[Collected data entries]
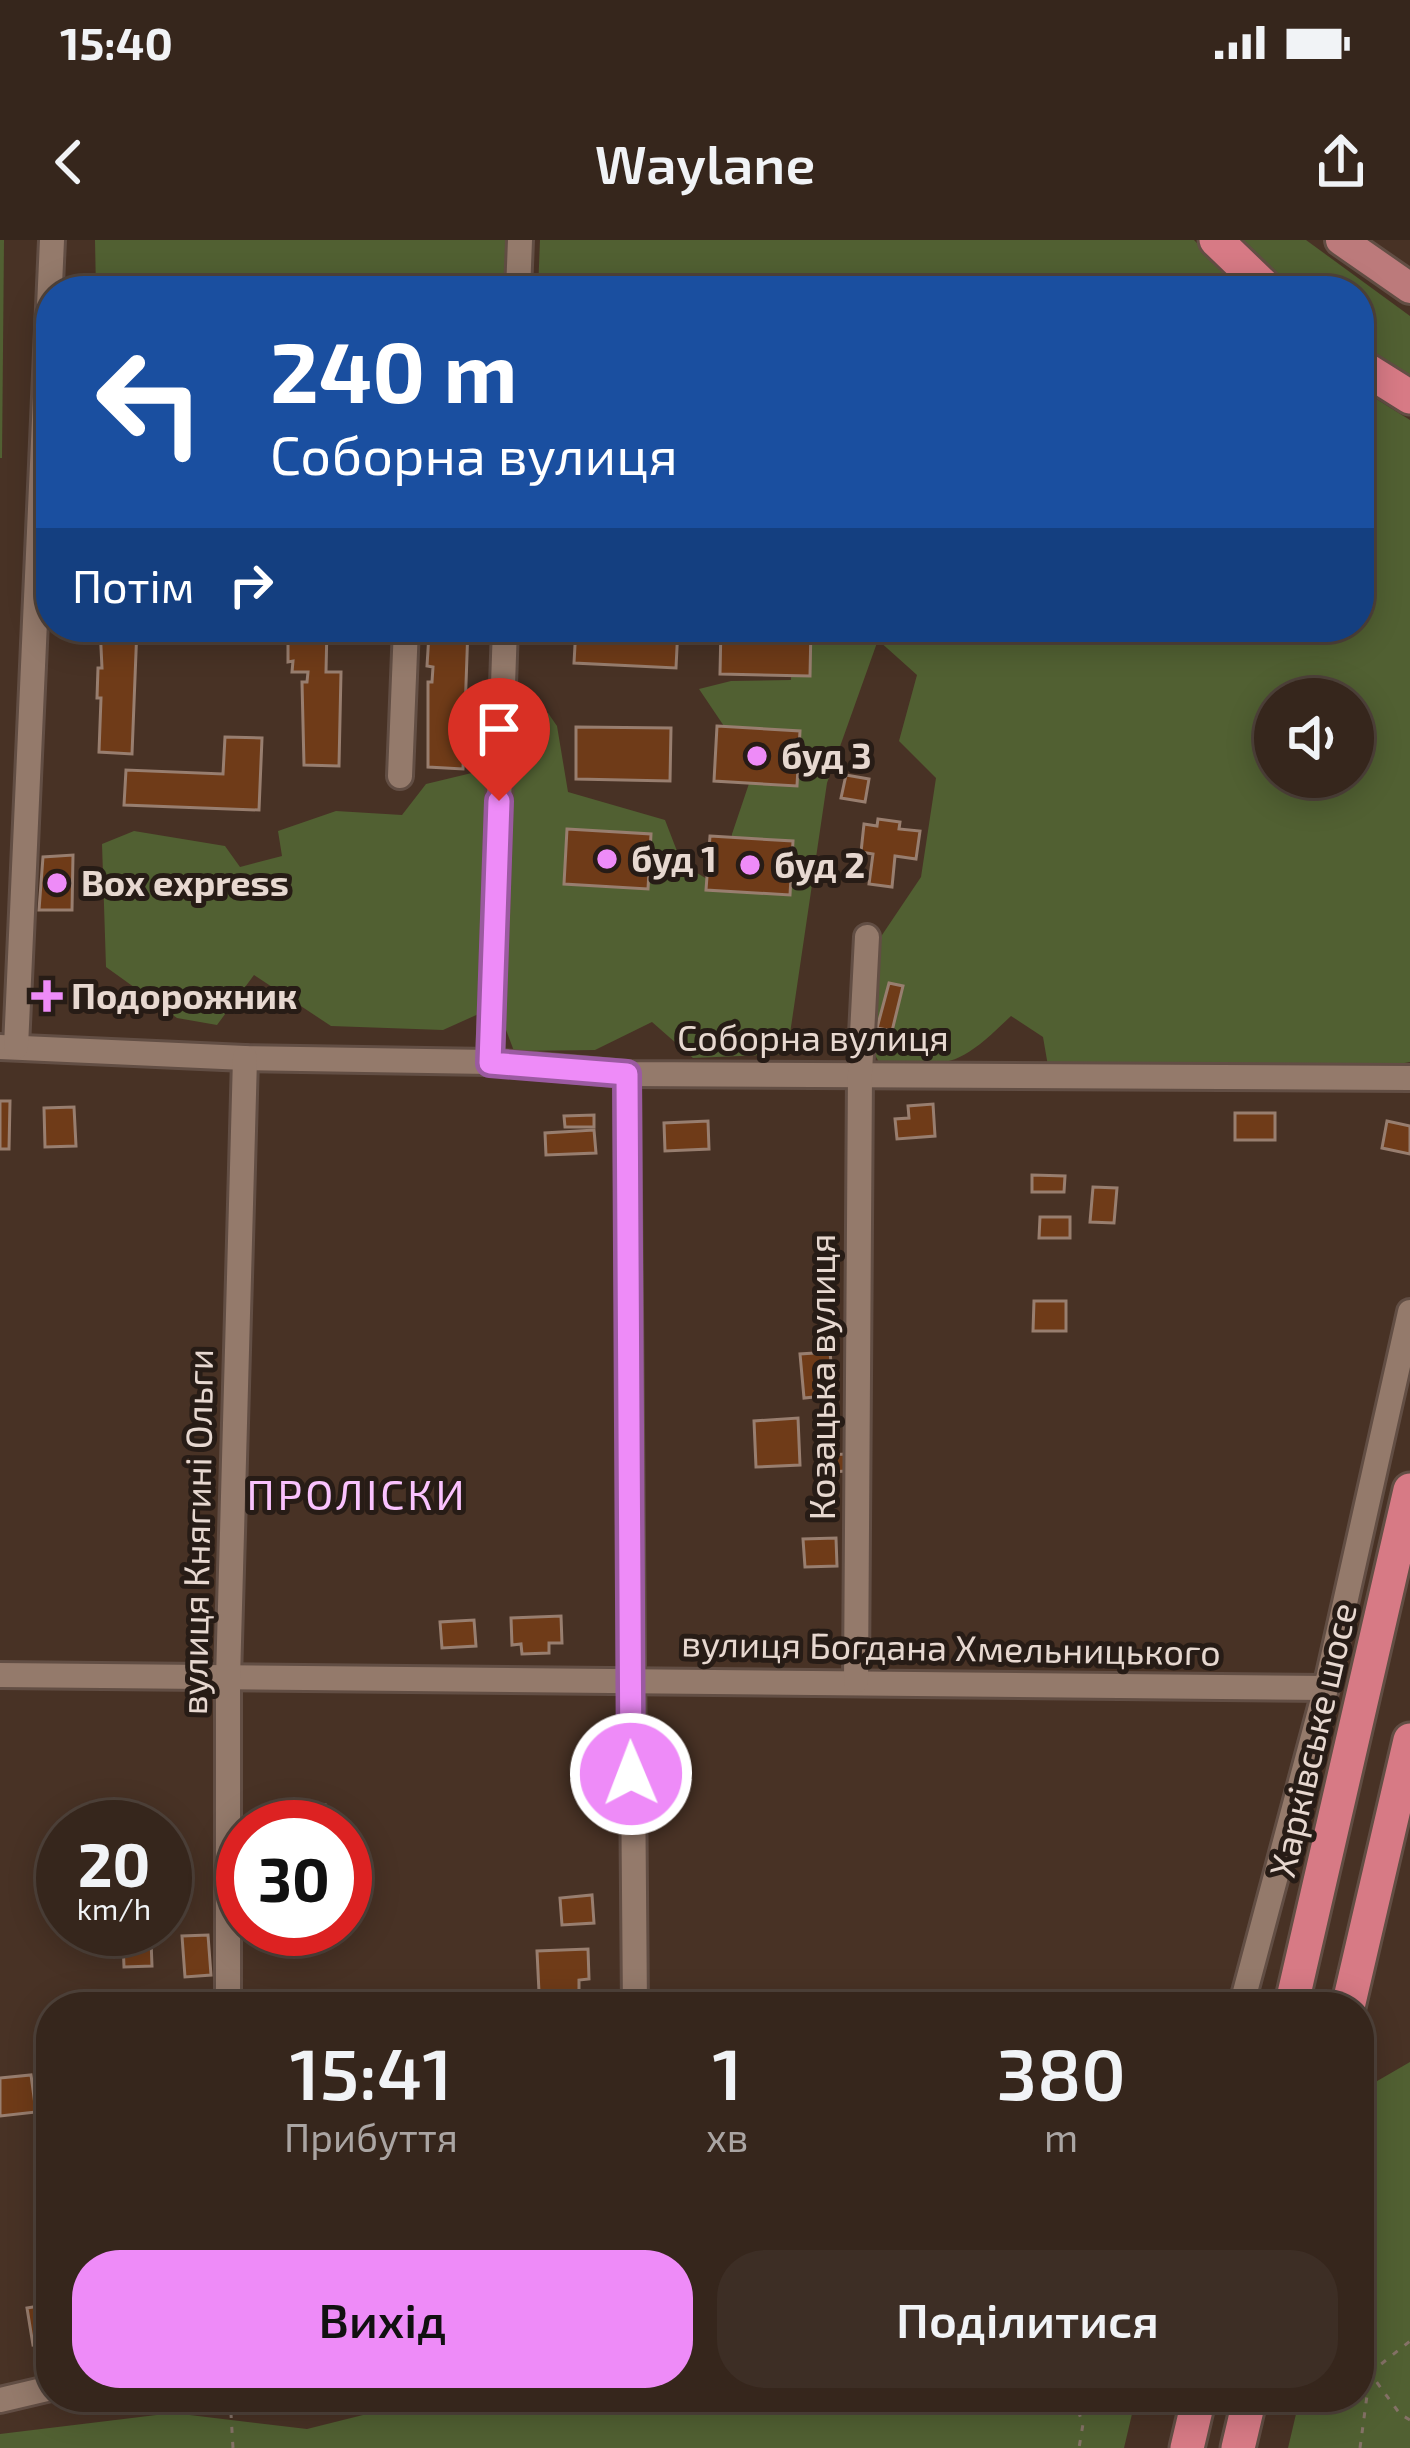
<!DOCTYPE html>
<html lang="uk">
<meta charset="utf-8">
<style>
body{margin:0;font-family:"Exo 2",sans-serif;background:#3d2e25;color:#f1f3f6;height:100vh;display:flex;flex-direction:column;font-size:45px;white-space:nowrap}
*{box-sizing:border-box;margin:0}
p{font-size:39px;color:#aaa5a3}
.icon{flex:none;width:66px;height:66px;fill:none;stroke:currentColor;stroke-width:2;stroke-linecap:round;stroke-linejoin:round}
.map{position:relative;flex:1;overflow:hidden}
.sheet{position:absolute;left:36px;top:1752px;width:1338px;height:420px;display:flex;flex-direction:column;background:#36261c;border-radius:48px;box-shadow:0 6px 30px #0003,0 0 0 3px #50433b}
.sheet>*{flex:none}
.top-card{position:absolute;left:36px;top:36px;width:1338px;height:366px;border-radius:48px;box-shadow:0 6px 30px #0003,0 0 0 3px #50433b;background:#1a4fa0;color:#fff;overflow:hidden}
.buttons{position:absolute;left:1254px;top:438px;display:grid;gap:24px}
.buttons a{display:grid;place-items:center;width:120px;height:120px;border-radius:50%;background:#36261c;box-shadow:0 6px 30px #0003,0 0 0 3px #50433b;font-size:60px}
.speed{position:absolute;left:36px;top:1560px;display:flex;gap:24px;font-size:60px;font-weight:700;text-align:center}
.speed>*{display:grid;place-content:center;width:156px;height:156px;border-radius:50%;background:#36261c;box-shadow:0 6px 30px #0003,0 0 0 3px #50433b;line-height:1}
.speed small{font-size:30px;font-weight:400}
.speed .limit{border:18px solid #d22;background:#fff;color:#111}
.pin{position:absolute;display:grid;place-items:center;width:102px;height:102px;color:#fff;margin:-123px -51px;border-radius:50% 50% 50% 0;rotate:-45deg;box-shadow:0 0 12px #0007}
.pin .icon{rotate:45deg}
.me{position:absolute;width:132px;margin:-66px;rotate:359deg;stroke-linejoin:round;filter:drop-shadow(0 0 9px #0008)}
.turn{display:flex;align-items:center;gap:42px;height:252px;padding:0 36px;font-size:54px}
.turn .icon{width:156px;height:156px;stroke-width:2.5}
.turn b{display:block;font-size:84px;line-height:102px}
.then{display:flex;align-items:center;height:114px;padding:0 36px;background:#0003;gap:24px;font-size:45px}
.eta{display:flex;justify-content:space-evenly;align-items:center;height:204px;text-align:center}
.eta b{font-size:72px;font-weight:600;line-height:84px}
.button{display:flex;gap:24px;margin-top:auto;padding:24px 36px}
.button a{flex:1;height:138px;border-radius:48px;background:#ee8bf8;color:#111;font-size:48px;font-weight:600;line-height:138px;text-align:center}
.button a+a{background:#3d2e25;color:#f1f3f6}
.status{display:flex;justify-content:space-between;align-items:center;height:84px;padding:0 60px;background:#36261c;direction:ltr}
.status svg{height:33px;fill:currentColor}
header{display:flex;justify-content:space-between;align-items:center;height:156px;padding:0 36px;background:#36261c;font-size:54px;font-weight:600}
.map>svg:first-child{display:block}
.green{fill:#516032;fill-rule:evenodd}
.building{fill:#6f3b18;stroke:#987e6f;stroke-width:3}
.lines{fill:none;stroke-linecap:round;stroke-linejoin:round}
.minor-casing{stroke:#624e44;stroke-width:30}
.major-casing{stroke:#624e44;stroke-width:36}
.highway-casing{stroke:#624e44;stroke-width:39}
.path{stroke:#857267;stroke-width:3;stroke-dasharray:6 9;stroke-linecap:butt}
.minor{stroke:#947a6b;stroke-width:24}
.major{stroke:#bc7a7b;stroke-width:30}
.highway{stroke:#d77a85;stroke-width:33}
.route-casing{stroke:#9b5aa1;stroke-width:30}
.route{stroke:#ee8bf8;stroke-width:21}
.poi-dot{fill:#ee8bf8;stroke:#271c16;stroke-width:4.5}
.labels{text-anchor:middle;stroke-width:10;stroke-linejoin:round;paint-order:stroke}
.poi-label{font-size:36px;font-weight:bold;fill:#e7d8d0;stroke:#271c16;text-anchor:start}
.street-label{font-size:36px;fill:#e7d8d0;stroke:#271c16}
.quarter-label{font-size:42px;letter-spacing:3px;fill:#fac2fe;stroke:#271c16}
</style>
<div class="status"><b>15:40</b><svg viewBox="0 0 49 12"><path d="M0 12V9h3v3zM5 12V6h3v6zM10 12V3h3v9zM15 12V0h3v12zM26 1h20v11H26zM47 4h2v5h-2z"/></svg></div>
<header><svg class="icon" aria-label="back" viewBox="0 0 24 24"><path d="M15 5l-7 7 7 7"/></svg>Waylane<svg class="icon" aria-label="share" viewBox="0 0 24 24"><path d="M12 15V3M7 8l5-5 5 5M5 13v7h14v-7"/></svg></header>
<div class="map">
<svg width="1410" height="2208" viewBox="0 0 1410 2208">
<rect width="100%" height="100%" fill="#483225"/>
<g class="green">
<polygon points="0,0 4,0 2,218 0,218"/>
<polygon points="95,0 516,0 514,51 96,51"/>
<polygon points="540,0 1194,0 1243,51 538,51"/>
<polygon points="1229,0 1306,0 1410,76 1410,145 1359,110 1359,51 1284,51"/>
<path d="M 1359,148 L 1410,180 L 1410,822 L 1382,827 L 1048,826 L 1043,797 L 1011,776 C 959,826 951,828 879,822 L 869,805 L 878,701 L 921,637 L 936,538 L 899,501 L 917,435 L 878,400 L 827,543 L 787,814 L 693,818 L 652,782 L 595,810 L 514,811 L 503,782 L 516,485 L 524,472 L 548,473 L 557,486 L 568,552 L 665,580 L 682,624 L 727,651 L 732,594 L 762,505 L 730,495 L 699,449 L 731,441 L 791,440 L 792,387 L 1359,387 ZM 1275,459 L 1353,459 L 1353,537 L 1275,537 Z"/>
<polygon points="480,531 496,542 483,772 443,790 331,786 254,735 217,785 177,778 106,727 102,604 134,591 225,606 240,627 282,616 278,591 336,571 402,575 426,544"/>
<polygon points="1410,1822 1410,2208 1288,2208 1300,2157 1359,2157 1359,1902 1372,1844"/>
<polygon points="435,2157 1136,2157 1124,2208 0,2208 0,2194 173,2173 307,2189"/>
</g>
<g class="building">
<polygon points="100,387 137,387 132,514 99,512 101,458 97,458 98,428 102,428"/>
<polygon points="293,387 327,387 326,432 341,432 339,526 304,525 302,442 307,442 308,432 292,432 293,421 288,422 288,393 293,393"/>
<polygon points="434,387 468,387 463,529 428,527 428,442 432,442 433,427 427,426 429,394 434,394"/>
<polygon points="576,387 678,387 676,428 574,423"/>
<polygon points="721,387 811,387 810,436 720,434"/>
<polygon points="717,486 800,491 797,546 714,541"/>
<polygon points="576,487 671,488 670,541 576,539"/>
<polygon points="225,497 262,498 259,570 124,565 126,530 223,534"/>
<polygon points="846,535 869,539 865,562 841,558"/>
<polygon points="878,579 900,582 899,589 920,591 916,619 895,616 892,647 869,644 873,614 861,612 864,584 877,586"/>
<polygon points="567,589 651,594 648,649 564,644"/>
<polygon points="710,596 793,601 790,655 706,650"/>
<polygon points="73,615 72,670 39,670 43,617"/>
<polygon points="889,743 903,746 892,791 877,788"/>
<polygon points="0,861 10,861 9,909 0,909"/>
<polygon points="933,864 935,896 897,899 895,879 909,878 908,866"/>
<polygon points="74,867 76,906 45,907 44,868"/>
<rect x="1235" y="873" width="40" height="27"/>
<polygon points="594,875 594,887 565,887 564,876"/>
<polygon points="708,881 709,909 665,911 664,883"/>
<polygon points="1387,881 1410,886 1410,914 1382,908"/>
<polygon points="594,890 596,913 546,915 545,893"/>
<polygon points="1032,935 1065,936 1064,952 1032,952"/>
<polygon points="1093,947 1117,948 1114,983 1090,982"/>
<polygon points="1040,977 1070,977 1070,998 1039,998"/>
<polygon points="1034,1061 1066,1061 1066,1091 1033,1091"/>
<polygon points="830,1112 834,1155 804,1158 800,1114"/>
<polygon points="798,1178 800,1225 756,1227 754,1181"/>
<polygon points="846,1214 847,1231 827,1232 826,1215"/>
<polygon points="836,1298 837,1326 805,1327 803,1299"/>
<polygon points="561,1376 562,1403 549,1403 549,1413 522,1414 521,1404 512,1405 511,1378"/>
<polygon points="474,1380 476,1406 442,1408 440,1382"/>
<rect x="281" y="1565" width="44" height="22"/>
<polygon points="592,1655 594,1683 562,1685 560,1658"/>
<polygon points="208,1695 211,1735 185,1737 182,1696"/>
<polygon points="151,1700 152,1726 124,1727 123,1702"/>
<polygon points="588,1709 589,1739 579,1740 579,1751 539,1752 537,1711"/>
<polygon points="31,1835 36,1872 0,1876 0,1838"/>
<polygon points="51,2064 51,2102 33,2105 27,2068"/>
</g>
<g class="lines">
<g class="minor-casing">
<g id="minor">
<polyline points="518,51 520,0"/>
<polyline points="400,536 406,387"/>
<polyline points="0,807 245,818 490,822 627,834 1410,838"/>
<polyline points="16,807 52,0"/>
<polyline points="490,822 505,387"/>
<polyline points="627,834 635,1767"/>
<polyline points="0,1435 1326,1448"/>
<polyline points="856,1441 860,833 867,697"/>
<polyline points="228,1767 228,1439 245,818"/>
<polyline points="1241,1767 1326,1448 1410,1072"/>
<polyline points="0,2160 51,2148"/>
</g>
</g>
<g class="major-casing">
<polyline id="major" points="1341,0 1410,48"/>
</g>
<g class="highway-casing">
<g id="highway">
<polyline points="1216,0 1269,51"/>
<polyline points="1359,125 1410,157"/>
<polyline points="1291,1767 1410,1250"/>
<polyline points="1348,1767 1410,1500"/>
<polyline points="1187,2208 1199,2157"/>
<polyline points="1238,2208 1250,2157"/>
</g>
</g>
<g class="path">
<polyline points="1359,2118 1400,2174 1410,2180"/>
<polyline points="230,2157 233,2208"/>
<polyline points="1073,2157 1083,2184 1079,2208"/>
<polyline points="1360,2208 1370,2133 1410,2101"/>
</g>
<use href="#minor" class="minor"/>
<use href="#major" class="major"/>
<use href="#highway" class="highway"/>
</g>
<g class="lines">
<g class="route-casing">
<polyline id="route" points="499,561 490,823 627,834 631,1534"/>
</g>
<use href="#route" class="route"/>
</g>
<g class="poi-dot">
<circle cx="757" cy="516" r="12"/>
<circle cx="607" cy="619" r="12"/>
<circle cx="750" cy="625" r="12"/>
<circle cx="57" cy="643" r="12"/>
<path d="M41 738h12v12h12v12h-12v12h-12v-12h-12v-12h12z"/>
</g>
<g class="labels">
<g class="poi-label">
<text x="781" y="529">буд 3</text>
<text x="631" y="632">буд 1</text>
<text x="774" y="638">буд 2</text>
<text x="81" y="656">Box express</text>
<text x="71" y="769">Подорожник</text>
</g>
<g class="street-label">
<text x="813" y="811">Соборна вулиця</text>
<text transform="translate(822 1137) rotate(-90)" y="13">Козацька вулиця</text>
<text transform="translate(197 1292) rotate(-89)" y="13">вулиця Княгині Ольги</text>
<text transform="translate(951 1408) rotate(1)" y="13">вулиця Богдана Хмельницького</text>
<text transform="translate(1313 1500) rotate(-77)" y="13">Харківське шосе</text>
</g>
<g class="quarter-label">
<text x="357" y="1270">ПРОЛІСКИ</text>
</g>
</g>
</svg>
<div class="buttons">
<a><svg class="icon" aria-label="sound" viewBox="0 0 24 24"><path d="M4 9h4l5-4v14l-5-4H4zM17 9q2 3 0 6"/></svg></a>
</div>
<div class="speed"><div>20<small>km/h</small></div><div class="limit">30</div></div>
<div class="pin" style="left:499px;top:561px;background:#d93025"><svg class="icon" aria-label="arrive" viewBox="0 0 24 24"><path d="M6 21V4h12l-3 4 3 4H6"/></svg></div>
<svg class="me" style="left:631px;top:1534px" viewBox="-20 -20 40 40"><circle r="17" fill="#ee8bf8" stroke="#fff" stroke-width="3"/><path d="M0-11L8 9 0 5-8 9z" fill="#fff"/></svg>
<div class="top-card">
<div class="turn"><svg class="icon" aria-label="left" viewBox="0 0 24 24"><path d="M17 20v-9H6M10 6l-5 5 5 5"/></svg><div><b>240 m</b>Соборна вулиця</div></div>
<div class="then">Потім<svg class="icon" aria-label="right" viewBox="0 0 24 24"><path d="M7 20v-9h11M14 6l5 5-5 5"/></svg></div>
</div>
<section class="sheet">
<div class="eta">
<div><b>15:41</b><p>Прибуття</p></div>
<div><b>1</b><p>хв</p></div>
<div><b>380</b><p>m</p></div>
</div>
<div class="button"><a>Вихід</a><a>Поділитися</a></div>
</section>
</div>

Work task — May I have exactly the lines from the one containing "9h4l5-4v14l-5-4H4zM17 9q2 3" through the last line of the data, both included?

Response —
<a><svg class="icon" aria-label="sound" viewBox="0 0 24 24"><path d="M4 9h4l5-4v14l-5-4H4zM17 9q2 3 0 6"/></svg></a>
</div>
<div class="speed"><div>20<small>km/h</small></div><div class="limit">30</div></div>
<div class="pin" style="left:499px;top:561px;background:#d93025"><svg class="icon" aria-label="arrive" viewBox="0 0 24 24"><path d="M6 21V4h12l-3 4 3 4H6"/></svg></div>
<svg class="me" style="left:631px;top:1534px" viewBox="-20 -20 40 40"><circle r="17" fill="#ee8bf8" stroke="#fff" stroke-width="3"/><path d="M0-11L8 9 0 5-8 9z" fill="#fff"/></svg>
<div class="top-card">
<div class="turn"><svg class="icon" aria-label="left" viewBox="0 0 24 24"><path d="M17 20v-9H6M10 6l-5 5 5 5"/></svg><div><b>240 m</b>Соборна вулиця</div></div>
<div class="then">Потім<svg class="icon" aria-label="right" viewBox="0 0 24 24"><path d="M7 20v-9h11M14 6l5 5-5 5"/></svg></div>
</div>
<section class="sheet">
<div class="eta">
<div><b>15:41</b><p>Прибуття</p></div>
<div><b>1</b><p>хв</p></div>
<div><b>380</b><p>m</p></div>
</div>
<div class="button"><a>Вихід</a><a>Поділитися</a></div>
</section>
</div>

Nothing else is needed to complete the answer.